• **Exercise aim**: Return every line of the entries that includes the word "fillStyle".

Collected data entries:
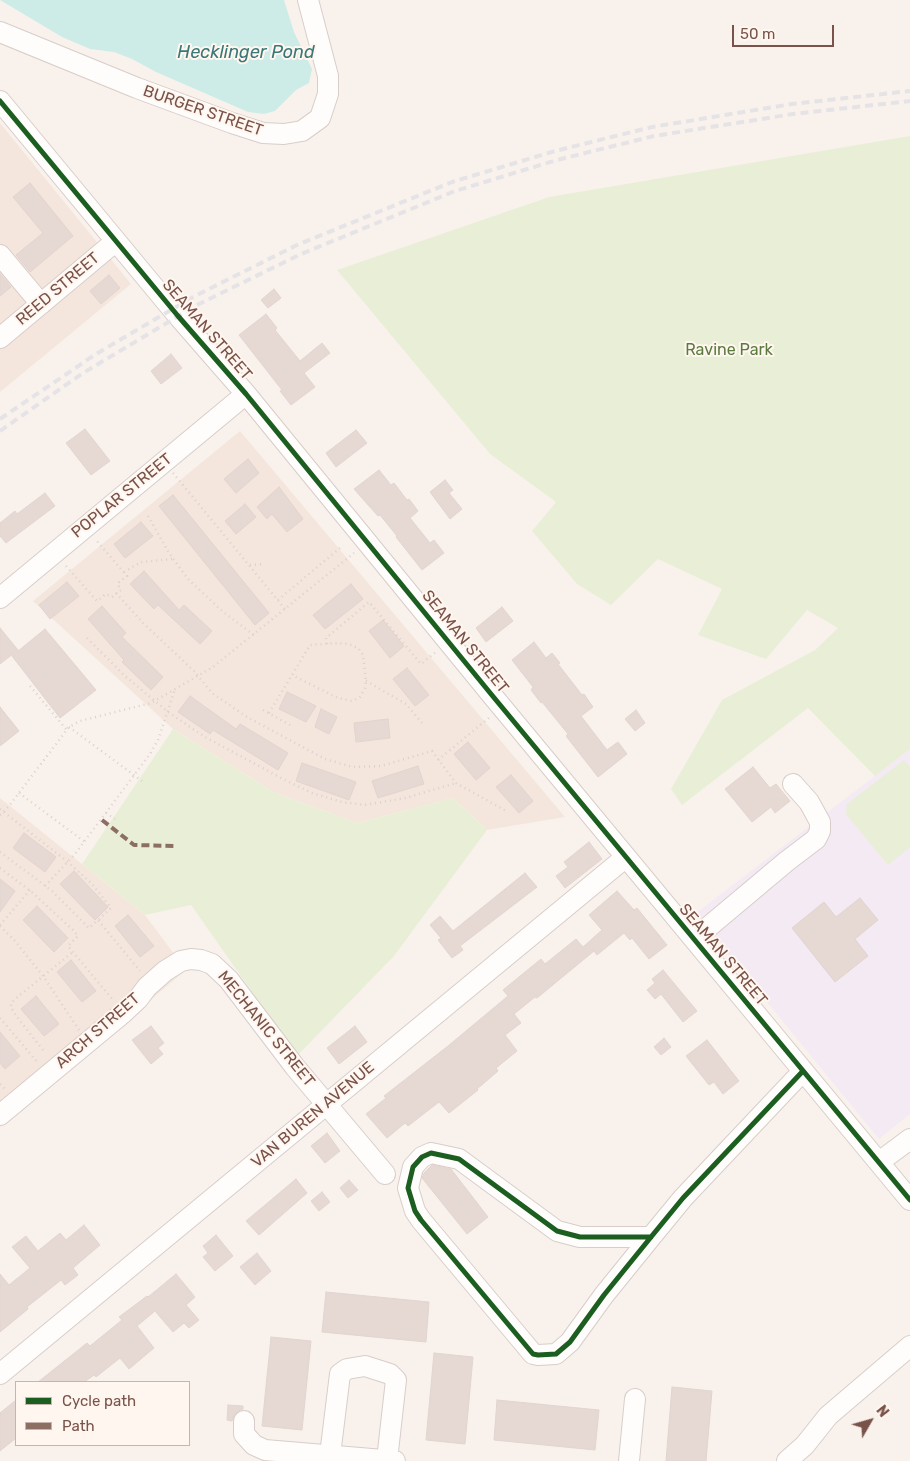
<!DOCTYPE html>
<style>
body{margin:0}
#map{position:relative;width:910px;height:1461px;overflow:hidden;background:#f9f2ec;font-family:Rubik,sans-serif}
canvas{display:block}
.legend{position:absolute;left:15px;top:1381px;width:175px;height:65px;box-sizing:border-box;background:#fff6ef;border:1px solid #c9b4ad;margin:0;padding:6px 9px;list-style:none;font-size:15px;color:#795249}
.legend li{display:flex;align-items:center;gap:10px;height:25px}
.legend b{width:25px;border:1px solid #c9b4ad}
.north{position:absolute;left:845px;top:1396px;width:50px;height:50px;-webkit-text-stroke:4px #fff6ef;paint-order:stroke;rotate:52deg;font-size:14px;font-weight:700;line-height:20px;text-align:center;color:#795249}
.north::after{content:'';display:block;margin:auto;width:18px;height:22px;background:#795249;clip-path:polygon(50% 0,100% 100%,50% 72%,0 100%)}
.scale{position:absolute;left:732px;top:25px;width:102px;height:22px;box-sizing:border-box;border:2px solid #795249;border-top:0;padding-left:6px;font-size:15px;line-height:18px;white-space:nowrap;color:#795249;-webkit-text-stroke:4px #fff6ef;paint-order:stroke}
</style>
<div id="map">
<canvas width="910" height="1461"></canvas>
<ul class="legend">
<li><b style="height:6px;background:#1b5e20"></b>Cycle path</li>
<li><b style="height:6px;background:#8d6e63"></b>Path</li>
</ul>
<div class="north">N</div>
<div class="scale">50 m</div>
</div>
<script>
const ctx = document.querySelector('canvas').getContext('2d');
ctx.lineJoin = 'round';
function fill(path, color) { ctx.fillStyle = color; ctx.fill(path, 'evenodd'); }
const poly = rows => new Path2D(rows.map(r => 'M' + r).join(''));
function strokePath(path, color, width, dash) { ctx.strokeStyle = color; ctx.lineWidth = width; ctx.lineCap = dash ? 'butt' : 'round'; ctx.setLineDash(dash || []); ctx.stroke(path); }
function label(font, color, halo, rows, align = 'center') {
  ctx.font = font + ' Rubik,sans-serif'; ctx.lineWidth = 4; ctx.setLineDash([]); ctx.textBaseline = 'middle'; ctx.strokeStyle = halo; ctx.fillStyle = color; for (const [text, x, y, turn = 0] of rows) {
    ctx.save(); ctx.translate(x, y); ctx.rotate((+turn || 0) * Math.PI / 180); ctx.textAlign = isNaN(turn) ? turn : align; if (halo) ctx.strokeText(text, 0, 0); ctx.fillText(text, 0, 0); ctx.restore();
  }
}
const residential = poly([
 [0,123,131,284,0,392],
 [240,431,565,817,487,830,453,798,357,823,275,793,173,729,33,601],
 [0,798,145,915,186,970,0,1127]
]);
const education = poly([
 [910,749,910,1114,879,1139,695,914]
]);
const green = poly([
 [910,136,910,749,875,776,808,708,682,805,671,789,722,700,815,650,838,628,807,610,766,659,698,635,722,589,658,559,611,605,577,584,532,531,556,502,490,454,337,270,549,197],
 [173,729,275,793,357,823,453,798,487,830,394,956,297,1056,191,905,145,915,82,864],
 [904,760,910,767,910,847,888,865,846,814,847,804]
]);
const water = poly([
 [0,0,284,0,294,32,312,69,309,83,296,90,275,111,264,114,248,112,156,72,132,59,114,52,90,49,62,37]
]);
const building = poly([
 [30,183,73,236,30,272,16,255,43,233,13,197,30,183],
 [0,274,11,287,0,296,0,274],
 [109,275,120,288,101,304,90,291,109,275],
 [274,289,281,298,268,308,261,300,274,289],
 [266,314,277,328,275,330,300,361,322,343,330,353,304,373,315,387,291,405,280,391,282,390,239,335,266,314],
 [171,354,182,368,161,384,151,371,171,354],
 [85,429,110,461,91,475,66,443,85,429],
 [356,430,367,443,336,467,326,453,356,430],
 [248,459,259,473,236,493,224,479,248,459],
 [379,470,391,485,394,483,407,500,409,499,418,511,410,518,430,543,434,540,444,553,422,570,396,537,397,536,380,515,378,516,354,489,379,470],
 [445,480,453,490,449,493,462,509,450,519,430,492,445,480],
 [279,487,303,519,287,532,272,514,267,519,257,507,279,487],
 [45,493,55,506,6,543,0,536,0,523,15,511,17,514,45,493],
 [173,495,269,613,255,625,159,506,173,495],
 [245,504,256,517,236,534,225,521,245,504],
 [141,522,153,536,125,558,114,544,141,522],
 [144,571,179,610,184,605,212,631,200,644,158,605,154,609,130,584,144,571],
 [67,582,79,596,50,619,39,605,67,582],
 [351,584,363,599,325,629,313,615,351,584],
 [102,606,126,633,122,637,163,677,151,690,122,662,124,660,88,619,102,606],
 [502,607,513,621,486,642,476,628,502,607],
 [383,620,404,646,390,658,369,631,383,620],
 [0,628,18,650,0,664,0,628],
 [45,629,96,690,60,718,12,656,45,629],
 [534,642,546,658,552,653,560,663,558,664,582,695,584,694,593,707,581,716,607,750,618,742,627,754,598,777,566,736,568,734,542,702,541,703,531,690,533,687,512,660,534,642],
 [407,668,429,695,415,706,393,679,407,668],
 [287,692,316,706,306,722,279,709,287,692],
 [190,696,236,729,240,724,288,753,278,770,213,730,210,734,178,712,190,696],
 [0,707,19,731,0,746,0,707],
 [321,709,337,717,329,734,315,727,321,709],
 [636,710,645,723,635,731,625,719,636,710],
 [388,719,390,738,356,742,354,723,388,719],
 [468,742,490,768,476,780,454,754,468,742],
 [302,763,356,782,349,800,296,781,302,763],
 [418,766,424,784,378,798,372,781,418,766],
 [753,767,770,788,776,784,790,801,775,813,771,807,752,822,725,789,753,767],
 [511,775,533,801,519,813,496,787,511,775],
 [24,833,56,857,45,872,13,848,24,833],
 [589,842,602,859,565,888,556,876,568,867,564,862,589,842],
 [74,871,108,907,95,920,60,884,74,871],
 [525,873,537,887,460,946,463,950,452,958,438,940,441,938,430,925,440,916,453,931,525,873],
 [0,879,15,891,0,912,0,879],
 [617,891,634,910,637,908,667,945,649,959,632,938,630,940,624,933,597,955,594,951,537,998,535,997,514,1014,521,1023,505,1035,517,1051,496,1068,498,1071,477,1089,478,1090,449,1113,439,1102,408,1126,405,1123,387,1138,366,1114,386,1098,384,1096,448,1046,508,996,503,990,541,959,545,964,576,939,583,947,602,930,589,915,617,891],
 [860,898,878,920,855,939,868,956,835,982,792,928,824,902,836,917,860,898],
 [37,906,68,938,54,952,23,920,37,906],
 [128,915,154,946,140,957,115,926,128,915],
 [71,960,96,991,82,1002,57,972,71,960],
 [663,970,697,1011,683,1022,661,994,655,999,647,990,655,983,652,979,663,970],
 [36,996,59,1024,44,1036,21,1009,36,996],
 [151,1026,164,1043,158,1048,163,1054,151,1064,132,1040,151,1026],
 [355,1026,367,1042,339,1064,327,1048,355,1026],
 [0,1032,20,1056,5,1069,0,1063,0,1032],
 [664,1038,671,1047,661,1055,654,1047,664,1038],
 [707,1040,739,1081,723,1094,714,1082,709,1085,686,1056,707,1040],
 [327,1133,340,1151,325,1163,311,1146,327,1133],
 [432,1165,451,1169,488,1217,467,1234,422,1178,424,1173,432,1165],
 [296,1179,307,1193,259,1235,246,1221,296,1179],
 [349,1180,358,1190,348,1198,340,1188,349,1180],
 [322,1192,330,1202,319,1211,311,1201,322,1192],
 [84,1225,100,1245,73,1268,78,1275,65,1285,61,1280,27,1307,28,1309,0,1332,0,1274,9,1285,30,1268,12,1247,26,1236,38,1251,60,1233,66,1240,84,1225],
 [216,1235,233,1256,215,1271,203,1257,208,1253,203,1246,216,1235],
 [257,1253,271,1271,255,1285,240,1267,257,1253],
 [176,1274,195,1297,186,1305,199,1320,189,1328,184,1323,173,1332,155,1311,137,1326,154,1348,129,1369,120,1358,96,1377,94,1375,84,1382,38,1382,87,1343,90,1346,122,1320,119,1317,147,1296,148,1297,176,1274],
 [326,1292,429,1302,426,1342,322,1332,326,1292],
 [271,1337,311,1341,302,1430,262,1426,271,1337],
 [434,1353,473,1357,465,1444,426,1440,434,1353],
 [672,1387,712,1391,706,1461,666,1461,672,1387],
 [16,1400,16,1438,0,1451,0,1413,16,1400],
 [497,1400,599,1410,595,1450,494,1440,497,1400],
 [228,1405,243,1406,243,1409,238,1411,234,1415,232,1421,227,1420,228,1405]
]);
const path = poly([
 [173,473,285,609],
 [148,516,169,553,188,579,222,611,254,635],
 [250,565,264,564],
 [66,566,97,601,106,594,112,597,121,590,118,585,118,583,127,576,96,540],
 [124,572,141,562,173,559],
 [116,593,143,623,194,671,212,693,247,717,325,759,353,767,381,766,432,751,456,783,508,812],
 [278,600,340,548],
 [87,638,125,676,168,712,205,737,283,779,312,793,342,802,365,805,405,798,456,783],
 [327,644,326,638,369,602,421,664,437,651],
 [366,681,406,704,422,723],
 [30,686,66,729],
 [263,710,292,726],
 [269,713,292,675,310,645,339,643,349,644,358,648,363,655,366,681,365,688,360,697,352,701,338,698,292,675],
 [69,727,142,781],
 [438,760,490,717],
 [19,793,85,842],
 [0,809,68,862,92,884,111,908,98,920],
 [106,813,115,819],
 [0,815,9,806,69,727,80,721,151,703,213,667,354,553],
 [0,852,52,891,89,928,98,920,140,971],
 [0,868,33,893,74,931,78,936,68,946,113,1000],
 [45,886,75,854,150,754,158,740,175,689],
 [0,925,30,890],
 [0,926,15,941,43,976,79,1030],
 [0,1018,38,1063],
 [43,1050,14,1013,11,1007,11,1004,15,999,73,952],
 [0,1084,6,1090]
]);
const minor = poly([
 [0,32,137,88,232,123,263,133,284,134,302,131,320,118,328,94,328,76,308,0],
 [0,101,178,316,246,394,491,694,910,1200],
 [0,255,41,304],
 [0,338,116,241],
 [0,598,246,394],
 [694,939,787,861,816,839,820,831,820,822,809,802,793,784],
 [0,1115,123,1013,138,999,147,987,165,971,181,961,191,959,201,960,212,964,229,980,295,1067,385,1174],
 [879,1162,910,1139],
 [651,1237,580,1237,557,1231,459,1159,431,1153,422,1157,413,1167,408,1188,415,1211,421,1220,533,1354,538,1355,556,1354,570,1342,604,1295,651,1237,683,1198,803,1071],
 [0,1374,626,857],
 [244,1421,244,1434,254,1445,265,1450,395,1461],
 [330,1455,340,1374,347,1369,365,1366,390,1374,396,1380,387,1460],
 [629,1461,635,1399],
 [787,1461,805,1445,828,1416,910,1346]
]);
const rail = poly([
 [0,419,96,354,193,297,297,245,452,182,555,151,652,127,792,104,910,91],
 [0,431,83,373,197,305,301,254,455,191,557,160,654,136,793,114,910,101]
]);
const quiet = poly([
 [102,820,134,845,177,846]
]);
const cycleway = poly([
 [0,101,178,316,246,394,491,694,910,1200],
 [651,1237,580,1237,557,1231,459,1159,431,1153,422,1157,413,1167,408,1188,415,1211,421,1220,533,1354,538,1355,556,1354,570,1342,604,1295,651,1237,683,1198,803,1071]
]);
const streetNames = [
 ["BURGER STREET",203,111,19],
 ["REED STREET",58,289,-40],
 ["SEAMAN STREET",207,330,49],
 ["POPLAR STREET",122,496,-39],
 ["SEAMAN STREET",465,642,51],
 ["SEAMAN STREET",723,955,50],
 ["MECHANIC STREET",266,1029,51],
 ["ARCH STREET",98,1031,-41],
 ["VAN BUREN AVENUE",313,1115,-40]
];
const parkNames = [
 ["Ravine Park",729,350]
];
const waterNames = [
 ["Hecklinger Pond",246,53]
];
fill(residential, '#f4e6dc');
fill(education, '#f3eaf4');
fill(green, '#e9efd6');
fill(water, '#cdece8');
fill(building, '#e6d8d3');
strokePath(building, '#e2d4ce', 1);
strokePath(minor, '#d8cdc9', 22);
strokePath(path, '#dbd0cd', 2.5, [1, 4]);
strokePath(minor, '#fefdfc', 20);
strokePath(rail, '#e5e3e5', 4, [8, 5]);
strokePath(quiet, '#8d6e63', 4, [8, 4]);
strokePath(cycleway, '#1b5e20', 5);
label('16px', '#795249', '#fff6ef', streetNames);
label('16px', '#5a7a3e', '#fff6ef', parkNames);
label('italic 18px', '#397877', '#fff6ef', waterNames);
</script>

• **Answer box**:
function fill(path, color) { ctx.fillStyle = color; ctx.fill(path, 'evenodd'); }
  ctx.font = font + ' Rubik,sans-serif'; ctx.lineWidth = 4; ctx.setLineDash([]); ctx.textBaseline = 'middle'; ctx.strokeStyle = halo; ctx.fillStyle = color; for (const [text, x, y, turn = 0] of rows) {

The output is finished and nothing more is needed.